• [Exercise brief] An identical copy of the records below is the expected result.
___ Available records ___
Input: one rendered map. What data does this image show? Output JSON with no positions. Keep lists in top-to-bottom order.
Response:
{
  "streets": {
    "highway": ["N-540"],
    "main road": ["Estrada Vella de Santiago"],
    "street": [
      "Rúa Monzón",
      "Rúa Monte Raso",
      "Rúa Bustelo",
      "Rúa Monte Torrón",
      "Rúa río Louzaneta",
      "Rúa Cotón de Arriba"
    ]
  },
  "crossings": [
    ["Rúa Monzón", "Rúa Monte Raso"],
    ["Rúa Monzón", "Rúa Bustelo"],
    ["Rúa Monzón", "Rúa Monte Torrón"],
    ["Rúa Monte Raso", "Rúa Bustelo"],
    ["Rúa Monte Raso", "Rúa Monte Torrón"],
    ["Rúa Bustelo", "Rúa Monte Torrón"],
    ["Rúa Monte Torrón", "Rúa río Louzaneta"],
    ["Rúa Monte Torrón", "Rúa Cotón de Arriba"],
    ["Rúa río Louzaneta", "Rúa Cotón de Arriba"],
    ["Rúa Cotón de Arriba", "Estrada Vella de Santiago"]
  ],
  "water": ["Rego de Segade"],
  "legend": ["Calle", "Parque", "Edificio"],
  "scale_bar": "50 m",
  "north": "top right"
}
___
• [Answer box]
Input: one rendered map. What data does this image show? Output JSON with no positions. Keep lists in top-to-bottom order.
Response:
{
  "streets": {
    "highway": ["N-540"],
    "main road": ["Estrada Vella de Santiago"],
    "street": [
      "Rúa Monzón",
      "Rúa Monte Raso",
      "Rúa Bustelo",
      "Rúa Monte Torrón",
      "Rúa río Louzaneta",
      "Rúa Cotón de Arriba"
    ]
  },
  "crossings": [
    ["Rúa Monzón", "Rúa Monte Raso"],
    ["Rúa Monzón", "Rúa Bustelo"],
    ["Rúa Monzón", "Rúa Monte Torrón"],
    ["Rúa Monte Raso", "Rúa Bustelo"],
    ["Rúa Monte Raso", "Rúa Monte Torrón"],
    ["Rúa Bustelo", "Rúa Monte Torrón"],
    ["Rúa Monte Torrón", "Rúa río Louzaneta"],
    ["Rúa Monte Torrón", "Rúa Cotón de Arriba"],
    ["Rúa río Louzaneta", "Rúa Cotón de Arriba"],
    ["Rúa Cotón de Arriba", "Estrada Vella de Santiago"]
  ],
  "water": ["Rego de Segade"],
  "legend": ["Calle", "Parque", "Edificio"],
  "scale_bar": "50 m",
  "north": "top right"
}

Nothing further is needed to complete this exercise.